Yin Mengjiao, Zhu Mengmeng
School of Business, Wuxi Taihu University, Wuxi, China.
Front Public Health. 2025 May 15;13:1569903. doi: 10.3389/fpubh.2025.1569903. eCollection 2025.
This study explores the dynamic relationship between temperature changes and public negative emotions-specifically depression, anxiety, and loneliness. It introduces an innovative approach by integrating climate data with digital behavior metrics to provide objective insights into how environmental factors may influence mental health.
A dataset combining daily meteorological records and Baidu search indices from 31 provincial capital cities in China (2013-2023) was used. Search engine query data served as a proxy for public emotional states, avoiding social desirability bias commonly found in self-reported surveys. Panel fixed-effect models and heterogeneity analysis were employed to assess the impact of daily mean temperature (DMT) and daily temperature range (DTR). A "climate zone × season" framework was constructed to explore regional and seasonal variations. Threshold regression analysis was also conducted to identify nonlinear effects.
The results showed that for every 1°C increase in DMT, search indices for depression, anxiety, and loneliness increased significantly by 22.71%, 18.76%, and 19.59%, respectively ( < 0.01). Conversely, a 1°C increase in DTR led to decreases of 30.35%, 31.19%, and 15.41% in these indices ( < 0.05). Threshold regression analysis revealed that the adverse effect of high temperatures on loneliness became insignificant when DTR exceeded 14°C. Heterogeneity analysis highlighted significant regional and seasonal differences, particularly during cold seasons in severely cold zones and hot seasons in warm summer-cold winter zones.

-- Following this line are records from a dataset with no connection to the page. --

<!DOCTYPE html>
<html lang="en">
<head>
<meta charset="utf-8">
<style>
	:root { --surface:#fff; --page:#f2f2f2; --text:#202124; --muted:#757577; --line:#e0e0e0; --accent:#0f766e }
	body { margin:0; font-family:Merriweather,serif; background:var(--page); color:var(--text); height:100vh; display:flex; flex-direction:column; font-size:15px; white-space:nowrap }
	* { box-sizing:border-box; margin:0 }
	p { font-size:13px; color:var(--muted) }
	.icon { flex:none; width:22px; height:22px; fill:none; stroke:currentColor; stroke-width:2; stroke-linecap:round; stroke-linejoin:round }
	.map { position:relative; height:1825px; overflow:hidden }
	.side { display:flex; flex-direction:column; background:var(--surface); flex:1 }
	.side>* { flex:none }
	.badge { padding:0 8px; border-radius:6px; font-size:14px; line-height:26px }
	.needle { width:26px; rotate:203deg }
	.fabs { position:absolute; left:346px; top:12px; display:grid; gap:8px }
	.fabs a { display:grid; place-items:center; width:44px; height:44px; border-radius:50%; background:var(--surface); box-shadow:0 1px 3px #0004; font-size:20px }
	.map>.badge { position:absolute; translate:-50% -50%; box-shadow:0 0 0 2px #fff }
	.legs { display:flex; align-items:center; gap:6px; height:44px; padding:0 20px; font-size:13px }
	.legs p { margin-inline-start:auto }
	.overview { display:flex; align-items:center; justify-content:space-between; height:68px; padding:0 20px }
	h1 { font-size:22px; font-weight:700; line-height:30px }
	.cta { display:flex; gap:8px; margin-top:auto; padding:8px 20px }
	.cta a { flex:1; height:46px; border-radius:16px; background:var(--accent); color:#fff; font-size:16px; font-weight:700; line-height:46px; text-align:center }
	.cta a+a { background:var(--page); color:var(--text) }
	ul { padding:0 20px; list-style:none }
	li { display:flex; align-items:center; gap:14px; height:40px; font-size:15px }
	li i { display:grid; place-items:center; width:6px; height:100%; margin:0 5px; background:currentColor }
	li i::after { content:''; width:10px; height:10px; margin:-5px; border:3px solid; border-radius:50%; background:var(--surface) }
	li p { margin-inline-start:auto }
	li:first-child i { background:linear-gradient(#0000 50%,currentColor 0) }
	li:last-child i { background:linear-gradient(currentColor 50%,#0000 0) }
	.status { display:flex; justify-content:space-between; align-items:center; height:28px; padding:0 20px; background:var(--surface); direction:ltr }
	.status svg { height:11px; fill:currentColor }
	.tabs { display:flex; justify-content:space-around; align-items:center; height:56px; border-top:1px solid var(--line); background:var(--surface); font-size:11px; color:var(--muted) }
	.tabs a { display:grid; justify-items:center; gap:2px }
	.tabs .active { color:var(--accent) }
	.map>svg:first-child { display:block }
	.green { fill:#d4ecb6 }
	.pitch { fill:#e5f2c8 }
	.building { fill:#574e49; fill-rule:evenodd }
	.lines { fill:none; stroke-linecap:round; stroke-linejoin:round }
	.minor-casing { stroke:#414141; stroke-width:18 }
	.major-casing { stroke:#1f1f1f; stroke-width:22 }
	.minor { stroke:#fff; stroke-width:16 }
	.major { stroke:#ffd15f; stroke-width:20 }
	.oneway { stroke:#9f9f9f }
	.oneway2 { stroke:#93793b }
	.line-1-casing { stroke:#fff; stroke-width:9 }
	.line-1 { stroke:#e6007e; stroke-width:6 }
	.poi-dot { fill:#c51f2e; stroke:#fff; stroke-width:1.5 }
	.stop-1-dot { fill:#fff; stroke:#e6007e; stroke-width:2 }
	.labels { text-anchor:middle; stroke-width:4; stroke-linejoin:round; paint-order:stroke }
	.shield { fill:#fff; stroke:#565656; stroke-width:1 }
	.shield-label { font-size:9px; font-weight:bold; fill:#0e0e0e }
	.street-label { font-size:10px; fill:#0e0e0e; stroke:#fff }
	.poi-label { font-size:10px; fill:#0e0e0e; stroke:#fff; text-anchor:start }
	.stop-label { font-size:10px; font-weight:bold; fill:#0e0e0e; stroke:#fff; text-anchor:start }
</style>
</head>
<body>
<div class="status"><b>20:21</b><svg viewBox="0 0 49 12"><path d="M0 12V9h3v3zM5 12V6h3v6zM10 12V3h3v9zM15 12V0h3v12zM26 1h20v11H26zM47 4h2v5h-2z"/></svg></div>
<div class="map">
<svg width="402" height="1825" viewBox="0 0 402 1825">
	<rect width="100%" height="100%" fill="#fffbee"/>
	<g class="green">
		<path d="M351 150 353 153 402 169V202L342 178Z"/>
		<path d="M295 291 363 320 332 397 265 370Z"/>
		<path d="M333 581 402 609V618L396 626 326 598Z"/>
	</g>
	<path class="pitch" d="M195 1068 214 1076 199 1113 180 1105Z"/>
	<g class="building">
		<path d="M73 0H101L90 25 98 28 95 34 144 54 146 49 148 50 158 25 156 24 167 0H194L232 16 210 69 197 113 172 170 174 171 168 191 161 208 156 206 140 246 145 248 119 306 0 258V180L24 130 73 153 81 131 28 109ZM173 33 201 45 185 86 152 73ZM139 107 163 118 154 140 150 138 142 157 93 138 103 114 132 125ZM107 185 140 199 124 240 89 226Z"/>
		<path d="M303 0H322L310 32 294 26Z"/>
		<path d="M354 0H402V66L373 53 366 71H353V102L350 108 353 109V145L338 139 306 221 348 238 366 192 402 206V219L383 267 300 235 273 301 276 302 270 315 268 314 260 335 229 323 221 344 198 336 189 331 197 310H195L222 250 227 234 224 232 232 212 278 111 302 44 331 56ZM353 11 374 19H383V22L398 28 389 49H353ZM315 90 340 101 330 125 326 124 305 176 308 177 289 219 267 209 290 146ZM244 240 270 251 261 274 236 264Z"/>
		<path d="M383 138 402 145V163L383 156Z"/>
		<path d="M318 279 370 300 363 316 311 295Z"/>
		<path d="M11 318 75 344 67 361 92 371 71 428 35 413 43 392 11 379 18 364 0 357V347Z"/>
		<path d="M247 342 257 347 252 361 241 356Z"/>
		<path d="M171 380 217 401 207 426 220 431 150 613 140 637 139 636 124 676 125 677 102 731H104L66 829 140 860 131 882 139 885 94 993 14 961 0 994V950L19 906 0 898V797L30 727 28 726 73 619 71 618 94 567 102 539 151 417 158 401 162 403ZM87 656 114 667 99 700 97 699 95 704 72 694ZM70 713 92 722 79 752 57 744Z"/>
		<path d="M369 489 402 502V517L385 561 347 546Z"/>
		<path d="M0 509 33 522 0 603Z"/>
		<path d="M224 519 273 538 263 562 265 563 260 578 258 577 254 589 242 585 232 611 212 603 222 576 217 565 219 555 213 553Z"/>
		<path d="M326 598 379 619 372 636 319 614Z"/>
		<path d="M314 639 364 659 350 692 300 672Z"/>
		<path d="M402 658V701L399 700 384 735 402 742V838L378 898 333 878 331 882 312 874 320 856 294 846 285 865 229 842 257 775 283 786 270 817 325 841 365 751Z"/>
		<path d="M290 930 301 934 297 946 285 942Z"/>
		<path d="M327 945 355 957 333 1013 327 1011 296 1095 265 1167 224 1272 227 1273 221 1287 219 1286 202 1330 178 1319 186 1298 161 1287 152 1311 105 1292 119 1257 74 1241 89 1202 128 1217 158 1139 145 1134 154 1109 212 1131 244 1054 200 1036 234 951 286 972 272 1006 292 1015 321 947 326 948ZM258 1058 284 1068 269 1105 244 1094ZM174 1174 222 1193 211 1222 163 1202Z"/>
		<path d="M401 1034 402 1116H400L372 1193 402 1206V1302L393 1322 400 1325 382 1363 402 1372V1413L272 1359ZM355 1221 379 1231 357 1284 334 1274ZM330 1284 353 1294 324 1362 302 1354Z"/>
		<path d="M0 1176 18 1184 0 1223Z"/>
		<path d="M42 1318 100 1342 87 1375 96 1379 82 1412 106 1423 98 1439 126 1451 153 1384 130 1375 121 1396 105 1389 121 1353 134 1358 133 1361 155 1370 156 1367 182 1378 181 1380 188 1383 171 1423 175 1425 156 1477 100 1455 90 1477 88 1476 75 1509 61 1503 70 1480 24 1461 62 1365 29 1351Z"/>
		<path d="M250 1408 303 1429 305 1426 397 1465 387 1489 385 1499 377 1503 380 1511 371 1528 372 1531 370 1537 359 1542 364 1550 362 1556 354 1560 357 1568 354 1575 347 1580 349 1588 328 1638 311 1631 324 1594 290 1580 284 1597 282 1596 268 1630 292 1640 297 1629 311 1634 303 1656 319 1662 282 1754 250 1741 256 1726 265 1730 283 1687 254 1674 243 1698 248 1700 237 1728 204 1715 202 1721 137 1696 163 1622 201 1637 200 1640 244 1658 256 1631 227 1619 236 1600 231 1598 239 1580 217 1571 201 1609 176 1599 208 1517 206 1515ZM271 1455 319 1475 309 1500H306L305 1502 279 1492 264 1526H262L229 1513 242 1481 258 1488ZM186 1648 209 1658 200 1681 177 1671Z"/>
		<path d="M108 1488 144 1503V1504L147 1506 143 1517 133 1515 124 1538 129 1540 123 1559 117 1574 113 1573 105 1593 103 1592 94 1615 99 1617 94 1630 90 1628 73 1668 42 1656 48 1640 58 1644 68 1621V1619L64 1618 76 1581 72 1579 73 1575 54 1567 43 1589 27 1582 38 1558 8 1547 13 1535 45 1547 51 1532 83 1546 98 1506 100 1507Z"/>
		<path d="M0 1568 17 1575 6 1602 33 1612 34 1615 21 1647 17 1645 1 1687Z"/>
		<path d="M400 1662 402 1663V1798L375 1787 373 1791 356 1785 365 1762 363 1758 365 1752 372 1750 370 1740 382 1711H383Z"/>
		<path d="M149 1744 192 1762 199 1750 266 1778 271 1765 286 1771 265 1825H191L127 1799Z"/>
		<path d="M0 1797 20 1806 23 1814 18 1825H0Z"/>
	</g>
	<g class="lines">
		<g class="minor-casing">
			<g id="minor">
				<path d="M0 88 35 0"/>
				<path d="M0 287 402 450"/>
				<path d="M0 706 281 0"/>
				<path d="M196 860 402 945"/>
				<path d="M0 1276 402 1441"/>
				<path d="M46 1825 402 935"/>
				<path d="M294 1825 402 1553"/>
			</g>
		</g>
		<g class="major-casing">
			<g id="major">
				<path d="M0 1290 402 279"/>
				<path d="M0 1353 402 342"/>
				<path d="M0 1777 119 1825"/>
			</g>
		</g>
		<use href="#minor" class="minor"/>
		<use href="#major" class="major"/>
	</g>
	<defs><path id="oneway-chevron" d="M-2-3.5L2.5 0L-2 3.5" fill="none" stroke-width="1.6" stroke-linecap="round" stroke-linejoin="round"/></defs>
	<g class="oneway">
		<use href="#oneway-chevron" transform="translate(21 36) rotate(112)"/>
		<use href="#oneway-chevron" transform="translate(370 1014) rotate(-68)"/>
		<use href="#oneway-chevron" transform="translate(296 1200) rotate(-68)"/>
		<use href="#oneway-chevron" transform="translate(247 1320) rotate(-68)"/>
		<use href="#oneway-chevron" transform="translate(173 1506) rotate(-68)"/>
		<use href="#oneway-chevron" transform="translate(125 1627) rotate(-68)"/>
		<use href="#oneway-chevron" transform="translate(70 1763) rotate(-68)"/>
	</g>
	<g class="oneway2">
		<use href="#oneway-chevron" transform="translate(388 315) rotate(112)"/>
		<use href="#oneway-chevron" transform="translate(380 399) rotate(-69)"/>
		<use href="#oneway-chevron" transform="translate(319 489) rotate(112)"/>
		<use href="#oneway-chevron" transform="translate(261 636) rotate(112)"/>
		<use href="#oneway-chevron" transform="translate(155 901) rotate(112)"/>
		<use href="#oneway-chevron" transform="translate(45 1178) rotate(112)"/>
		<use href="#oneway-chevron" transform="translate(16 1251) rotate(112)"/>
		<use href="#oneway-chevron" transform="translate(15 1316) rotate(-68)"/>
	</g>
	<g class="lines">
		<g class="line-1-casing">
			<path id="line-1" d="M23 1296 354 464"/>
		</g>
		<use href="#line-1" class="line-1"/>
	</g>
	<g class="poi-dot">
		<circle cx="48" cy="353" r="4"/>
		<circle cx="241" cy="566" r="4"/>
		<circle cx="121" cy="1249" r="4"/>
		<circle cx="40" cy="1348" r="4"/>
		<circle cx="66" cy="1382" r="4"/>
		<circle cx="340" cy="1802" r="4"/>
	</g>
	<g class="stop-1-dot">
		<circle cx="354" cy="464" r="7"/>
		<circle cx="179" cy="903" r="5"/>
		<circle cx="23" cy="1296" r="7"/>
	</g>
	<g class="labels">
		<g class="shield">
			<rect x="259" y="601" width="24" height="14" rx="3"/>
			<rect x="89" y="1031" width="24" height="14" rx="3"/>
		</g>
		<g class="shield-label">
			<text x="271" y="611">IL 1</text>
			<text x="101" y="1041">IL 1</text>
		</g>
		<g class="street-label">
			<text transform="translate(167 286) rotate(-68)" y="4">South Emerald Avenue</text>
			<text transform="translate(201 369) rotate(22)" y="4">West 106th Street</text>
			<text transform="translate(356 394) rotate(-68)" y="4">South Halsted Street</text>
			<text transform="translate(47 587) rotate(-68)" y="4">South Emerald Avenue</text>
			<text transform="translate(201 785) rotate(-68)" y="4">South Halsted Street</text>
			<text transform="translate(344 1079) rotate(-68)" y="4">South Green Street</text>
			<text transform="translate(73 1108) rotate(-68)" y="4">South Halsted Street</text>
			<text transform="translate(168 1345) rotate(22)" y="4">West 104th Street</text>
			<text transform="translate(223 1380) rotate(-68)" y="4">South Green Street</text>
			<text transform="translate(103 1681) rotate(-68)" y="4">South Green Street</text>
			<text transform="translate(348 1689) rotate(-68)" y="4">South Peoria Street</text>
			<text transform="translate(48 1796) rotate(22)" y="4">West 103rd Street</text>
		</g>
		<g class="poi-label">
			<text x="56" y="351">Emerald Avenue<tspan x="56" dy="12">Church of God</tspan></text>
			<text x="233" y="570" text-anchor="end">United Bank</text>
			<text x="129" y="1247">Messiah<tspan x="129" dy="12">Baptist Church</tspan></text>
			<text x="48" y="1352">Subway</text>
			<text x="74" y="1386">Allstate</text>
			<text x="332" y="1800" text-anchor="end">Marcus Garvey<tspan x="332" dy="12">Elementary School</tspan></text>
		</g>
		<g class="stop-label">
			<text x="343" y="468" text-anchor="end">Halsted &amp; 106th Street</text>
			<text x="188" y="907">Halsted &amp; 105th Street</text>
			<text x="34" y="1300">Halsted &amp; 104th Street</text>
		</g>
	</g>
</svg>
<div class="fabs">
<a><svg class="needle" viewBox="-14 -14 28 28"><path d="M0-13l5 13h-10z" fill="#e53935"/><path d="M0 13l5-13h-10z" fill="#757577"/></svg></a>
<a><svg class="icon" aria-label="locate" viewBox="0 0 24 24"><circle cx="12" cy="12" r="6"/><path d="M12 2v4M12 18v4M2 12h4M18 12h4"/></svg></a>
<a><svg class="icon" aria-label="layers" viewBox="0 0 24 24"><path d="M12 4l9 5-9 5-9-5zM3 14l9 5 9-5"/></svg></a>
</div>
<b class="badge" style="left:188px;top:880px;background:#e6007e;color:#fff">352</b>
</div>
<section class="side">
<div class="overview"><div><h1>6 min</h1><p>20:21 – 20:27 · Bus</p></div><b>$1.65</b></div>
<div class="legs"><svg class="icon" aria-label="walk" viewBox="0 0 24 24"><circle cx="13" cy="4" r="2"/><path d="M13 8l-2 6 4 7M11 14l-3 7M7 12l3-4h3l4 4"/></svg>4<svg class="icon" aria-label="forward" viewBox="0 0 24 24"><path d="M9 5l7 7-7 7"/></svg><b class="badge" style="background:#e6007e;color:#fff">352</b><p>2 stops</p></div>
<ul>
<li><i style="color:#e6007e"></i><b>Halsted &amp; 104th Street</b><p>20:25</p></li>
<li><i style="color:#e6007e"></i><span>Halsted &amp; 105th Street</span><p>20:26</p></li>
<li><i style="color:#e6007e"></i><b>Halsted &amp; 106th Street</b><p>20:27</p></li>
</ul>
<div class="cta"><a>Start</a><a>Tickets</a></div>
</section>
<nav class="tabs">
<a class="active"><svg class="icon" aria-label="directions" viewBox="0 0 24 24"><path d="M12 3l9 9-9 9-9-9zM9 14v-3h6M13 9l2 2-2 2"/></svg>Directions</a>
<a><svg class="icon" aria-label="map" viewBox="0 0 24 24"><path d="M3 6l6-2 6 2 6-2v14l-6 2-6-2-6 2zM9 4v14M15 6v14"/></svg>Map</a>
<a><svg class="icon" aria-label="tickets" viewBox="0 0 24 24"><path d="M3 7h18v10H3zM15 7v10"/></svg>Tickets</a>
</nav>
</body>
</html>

The findings suggest that temperature fluctuations have a complex and regionally dependent impact on public mental health. The moderating role of climate characteristics and seasonal patterns underscores the importance of localized climate policies and mental health interventions. This study provides empirical evidence based on objective behavioral data, contributing to climate-related public health strategies and adaptive policy design.
本研究探讨温度变化与公众负面情绪(特别是抑郁、焦虑和孤独感)之间的动态关系。它引入了一种创新方法,将气候数据与数字行为指标相结合,以提供关于环境因素如何影响心理健康的客观见解。
使用了一个结合了中国31个省会城市(2013 - 2023年)每日气象记录和百度搜索指数的数据集。搜索引擎查询数据作为公众情绪状态的代理指标,避免了自我报告调查中常见的社会期望偏差。采用面板固定效应模型和异质性分析来评估日平均温度(DMT)和日温度范围(DTR)的影响。构建了一个“气候区×季节”框架来探索区域和季节差异。还进行了阈值回归分析以识别非线性效应。
结果表明,DMT每升高1°C,抑郁、焦虑和孤独感的搜索指数分别显著增加22.71%、18.76%和19.59%(<0.01)。相反,DTR每升高1°C,这些指数分别下降30.35%、31.19%和15.41%(<0.05)。阈值回归分析表明,当DTR超过14°C时,高温对孤独感的不利影响变得不显著。异质性分析突出了显著的区域和季节差异,特别是在严寒地区的寒冷季节和暖温夏凉冬地区的炎热季节。
研究结果表明,温度波动对公众心理健康有复杂且因地区而异的影响。气候特征和季节模式的调节作用强调了本地化气候政策和心理健康干预措施的重要性。本研究基于客观行为数据提供了实证证据,为与气候相关的公共卫生策略和适应性政策设计做出了贡献。